Records shown:
========

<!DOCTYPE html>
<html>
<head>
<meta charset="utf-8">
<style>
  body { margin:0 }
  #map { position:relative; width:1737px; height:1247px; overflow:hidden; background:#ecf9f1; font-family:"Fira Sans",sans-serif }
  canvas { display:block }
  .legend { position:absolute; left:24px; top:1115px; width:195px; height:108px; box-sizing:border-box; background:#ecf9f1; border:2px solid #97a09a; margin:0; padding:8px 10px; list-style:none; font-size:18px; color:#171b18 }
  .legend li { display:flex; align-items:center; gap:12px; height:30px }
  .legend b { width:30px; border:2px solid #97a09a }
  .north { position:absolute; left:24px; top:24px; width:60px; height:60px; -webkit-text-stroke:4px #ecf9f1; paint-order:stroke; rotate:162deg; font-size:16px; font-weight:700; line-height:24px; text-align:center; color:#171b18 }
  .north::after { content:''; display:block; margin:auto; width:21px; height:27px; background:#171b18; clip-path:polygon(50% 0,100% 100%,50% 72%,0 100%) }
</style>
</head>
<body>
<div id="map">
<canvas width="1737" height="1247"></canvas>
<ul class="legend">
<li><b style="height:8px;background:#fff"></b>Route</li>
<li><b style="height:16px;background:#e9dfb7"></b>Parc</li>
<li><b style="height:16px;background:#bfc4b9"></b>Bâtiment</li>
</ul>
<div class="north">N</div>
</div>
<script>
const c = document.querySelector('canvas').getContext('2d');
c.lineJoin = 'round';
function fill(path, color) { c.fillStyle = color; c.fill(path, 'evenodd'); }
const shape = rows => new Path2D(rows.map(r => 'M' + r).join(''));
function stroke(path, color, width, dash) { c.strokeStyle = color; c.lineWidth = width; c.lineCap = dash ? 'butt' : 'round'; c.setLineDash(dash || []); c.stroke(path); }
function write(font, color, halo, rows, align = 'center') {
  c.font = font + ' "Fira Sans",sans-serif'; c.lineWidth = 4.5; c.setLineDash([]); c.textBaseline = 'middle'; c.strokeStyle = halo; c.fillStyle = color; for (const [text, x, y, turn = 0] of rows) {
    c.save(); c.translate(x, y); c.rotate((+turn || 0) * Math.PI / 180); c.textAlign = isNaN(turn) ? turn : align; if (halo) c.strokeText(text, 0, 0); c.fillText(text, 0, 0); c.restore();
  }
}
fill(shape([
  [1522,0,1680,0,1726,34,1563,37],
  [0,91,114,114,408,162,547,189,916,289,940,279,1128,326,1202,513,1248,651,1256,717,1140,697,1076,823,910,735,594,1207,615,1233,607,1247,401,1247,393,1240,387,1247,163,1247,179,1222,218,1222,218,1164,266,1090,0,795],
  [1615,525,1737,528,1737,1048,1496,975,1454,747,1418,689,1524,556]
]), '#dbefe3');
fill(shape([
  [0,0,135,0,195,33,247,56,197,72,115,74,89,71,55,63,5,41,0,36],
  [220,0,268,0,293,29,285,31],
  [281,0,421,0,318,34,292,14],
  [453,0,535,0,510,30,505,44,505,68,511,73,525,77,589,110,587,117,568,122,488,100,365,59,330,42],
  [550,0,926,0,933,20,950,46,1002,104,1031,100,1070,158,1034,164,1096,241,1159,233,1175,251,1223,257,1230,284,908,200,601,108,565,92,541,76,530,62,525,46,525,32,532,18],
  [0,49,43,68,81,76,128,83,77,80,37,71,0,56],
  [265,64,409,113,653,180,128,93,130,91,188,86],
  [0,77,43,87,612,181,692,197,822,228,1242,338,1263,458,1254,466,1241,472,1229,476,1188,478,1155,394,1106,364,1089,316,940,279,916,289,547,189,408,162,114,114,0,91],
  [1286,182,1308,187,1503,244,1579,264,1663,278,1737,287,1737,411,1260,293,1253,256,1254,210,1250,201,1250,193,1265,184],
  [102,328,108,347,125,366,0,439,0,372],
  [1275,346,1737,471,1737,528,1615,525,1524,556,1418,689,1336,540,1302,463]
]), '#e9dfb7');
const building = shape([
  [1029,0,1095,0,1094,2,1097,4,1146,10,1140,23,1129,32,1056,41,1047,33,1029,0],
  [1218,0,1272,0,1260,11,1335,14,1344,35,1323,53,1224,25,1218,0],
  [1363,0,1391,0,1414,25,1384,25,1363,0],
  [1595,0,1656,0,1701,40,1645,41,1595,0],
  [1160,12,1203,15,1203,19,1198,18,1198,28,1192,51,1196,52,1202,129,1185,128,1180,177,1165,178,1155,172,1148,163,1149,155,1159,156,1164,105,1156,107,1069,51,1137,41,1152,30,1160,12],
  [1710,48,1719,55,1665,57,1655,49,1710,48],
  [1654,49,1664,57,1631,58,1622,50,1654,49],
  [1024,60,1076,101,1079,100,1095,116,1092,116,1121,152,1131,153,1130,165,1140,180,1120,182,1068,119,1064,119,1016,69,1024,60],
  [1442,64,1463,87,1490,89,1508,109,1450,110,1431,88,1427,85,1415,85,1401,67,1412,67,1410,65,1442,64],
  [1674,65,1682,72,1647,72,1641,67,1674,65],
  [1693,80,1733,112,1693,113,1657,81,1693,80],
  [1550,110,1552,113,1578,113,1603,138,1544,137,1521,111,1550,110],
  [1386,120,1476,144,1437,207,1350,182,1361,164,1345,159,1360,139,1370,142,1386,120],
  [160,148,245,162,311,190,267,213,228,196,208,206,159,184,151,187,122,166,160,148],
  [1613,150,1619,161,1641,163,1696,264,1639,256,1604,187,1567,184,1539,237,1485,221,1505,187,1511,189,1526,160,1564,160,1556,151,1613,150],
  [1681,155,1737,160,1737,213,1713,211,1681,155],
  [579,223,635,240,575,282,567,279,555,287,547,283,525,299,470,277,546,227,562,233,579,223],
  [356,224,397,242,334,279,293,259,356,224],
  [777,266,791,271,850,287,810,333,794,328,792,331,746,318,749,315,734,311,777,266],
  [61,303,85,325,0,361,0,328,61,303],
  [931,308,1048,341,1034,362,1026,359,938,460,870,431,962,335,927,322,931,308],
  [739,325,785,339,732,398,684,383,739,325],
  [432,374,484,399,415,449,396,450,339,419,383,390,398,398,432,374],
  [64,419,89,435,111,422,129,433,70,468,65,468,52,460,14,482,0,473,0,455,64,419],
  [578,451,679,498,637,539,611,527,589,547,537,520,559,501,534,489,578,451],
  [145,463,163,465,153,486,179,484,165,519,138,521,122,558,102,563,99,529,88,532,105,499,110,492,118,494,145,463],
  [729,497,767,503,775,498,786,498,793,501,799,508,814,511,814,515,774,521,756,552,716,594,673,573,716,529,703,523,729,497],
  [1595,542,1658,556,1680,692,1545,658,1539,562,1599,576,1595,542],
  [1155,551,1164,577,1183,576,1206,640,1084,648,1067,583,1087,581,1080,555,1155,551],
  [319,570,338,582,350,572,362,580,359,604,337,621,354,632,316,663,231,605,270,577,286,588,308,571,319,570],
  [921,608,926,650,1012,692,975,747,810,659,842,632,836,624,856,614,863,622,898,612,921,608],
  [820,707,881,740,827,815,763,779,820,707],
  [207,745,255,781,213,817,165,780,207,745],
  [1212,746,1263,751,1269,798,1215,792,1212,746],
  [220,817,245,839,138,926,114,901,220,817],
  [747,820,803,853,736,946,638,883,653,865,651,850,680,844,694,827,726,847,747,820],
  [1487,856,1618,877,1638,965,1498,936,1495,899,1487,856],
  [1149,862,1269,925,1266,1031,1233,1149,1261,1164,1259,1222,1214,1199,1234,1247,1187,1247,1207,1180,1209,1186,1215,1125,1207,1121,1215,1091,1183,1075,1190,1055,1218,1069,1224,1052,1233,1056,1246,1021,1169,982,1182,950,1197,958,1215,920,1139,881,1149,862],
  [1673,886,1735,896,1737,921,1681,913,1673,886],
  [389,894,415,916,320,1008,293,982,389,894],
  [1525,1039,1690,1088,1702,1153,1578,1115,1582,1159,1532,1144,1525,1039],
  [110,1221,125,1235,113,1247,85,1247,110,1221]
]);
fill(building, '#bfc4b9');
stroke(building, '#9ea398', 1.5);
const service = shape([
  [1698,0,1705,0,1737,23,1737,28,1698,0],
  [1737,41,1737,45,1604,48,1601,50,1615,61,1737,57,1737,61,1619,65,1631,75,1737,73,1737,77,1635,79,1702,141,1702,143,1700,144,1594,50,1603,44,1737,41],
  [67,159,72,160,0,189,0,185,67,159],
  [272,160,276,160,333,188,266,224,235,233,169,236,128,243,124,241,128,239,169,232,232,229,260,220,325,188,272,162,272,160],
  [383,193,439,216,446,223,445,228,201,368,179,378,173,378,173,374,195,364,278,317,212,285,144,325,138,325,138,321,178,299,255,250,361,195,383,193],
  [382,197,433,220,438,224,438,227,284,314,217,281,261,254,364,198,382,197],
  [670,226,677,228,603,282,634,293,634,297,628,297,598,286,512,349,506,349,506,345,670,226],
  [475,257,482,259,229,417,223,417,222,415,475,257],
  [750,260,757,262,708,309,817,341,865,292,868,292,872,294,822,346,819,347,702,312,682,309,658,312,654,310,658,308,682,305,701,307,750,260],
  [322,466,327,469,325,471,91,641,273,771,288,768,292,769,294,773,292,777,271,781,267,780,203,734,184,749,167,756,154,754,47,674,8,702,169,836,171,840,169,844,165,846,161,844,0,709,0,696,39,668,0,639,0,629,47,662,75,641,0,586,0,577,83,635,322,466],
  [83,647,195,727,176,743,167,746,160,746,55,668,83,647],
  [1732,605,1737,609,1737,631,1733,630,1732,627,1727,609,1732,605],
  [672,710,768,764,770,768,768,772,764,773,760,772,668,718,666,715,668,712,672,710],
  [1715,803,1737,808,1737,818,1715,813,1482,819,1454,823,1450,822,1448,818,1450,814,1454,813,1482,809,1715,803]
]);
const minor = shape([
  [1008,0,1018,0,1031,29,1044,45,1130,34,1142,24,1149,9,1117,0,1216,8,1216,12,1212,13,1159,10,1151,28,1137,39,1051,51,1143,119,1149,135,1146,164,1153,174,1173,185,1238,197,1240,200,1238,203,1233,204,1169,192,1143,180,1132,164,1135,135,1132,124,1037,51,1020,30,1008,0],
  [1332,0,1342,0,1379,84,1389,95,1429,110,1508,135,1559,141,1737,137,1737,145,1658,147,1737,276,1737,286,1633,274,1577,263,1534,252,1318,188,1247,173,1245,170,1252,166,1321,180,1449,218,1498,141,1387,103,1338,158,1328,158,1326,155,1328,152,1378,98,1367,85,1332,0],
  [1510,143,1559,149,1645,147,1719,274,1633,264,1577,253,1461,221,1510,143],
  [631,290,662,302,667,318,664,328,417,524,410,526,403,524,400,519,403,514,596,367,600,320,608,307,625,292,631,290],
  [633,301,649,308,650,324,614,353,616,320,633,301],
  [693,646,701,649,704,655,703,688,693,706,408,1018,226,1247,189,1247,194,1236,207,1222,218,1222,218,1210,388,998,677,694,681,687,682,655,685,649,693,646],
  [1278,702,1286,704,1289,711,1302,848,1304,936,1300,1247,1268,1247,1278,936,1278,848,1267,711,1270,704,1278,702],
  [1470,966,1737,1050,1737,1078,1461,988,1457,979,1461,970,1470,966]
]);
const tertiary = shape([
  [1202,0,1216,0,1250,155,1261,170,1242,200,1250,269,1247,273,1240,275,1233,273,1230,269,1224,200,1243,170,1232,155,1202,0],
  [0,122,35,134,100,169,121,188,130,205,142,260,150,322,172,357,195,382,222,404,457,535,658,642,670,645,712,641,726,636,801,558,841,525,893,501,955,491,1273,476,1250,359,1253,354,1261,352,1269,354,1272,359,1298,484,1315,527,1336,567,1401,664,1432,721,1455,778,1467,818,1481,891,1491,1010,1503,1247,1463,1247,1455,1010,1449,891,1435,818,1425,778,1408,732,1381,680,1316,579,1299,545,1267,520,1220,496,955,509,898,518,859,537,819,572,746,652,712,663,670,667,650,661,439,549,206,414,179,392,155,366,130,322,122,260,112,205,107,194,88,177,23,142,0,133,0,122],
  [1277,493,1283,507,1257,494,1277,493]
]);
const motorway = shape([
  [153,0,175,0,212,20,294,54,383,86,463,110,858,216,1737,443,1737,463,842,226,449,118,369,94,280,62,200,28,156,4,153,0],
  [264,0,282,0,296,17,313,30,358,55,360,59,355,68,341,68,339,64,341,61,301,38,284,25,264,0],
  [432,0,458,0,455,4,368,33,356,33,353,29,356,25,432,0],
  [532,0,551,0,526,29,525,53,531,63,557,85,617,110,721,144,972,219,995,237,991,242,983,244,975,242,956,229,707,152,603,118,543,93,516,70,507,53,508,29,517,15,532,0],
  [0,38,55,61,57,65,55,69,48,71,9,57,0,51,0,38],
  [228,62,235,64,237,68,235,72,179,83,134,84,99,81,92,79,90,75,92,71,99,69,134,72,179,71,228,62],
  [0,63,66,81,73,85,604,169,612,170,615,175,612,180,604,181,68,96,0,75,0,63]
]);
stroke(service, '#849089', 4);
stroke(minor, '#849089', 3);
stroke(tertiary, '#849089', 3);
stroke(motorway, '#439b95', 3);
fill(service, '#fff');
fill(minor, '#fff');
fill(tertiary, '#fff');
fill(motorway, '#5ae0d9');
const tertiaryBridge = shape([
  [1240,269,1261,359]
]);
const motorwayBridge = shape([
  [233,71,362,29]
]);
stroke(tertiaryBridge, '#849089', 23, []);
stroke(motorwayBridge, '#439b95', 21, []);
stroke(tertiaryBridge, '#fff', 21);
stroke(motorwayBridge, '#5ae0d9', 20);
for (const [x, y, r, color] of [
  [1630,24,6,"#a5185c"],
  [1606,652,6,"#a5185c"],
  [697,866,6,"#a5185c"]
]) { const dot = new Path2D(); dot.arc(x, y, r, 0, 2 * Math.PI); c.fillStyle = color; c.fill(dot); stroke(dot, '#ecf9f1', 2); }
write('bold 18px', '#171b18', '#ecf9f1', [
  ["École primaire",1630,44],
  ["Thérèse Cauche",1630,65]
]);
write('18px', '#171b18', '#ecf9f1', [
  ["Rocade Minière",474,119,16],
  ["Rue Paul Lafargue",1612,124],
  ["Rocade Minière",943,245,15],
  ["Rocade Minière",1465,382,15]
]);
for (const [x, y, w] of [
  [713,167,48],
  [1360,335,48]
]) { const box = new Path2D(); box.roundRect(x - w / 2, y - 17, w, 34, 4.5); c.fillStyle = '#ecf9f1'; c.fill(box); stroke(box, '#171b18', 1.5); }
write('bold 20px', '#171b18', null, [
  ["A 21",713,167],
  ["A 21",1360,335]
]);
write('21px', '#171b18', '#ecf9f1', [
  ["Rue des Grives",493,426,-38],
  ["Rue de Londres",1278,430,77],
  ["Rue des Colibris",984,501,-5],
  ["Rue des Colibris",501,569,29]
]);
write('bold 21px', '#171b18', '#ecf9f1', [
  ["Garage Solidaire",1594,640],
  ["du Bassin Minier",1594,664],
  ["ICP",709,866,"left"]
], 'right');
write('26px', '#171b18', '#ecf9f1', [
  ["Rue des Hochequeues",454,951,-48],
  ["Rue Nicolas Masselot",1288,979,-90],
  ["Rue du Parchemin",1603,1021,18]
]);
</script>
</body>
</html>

========

Please report every line of the records above that contains the word "canvas".

Your response:
  canvas { display:block }
<canvas width="1737" height="1247"></canvas>
const c = document.querySelector('canvas').getContext('2d');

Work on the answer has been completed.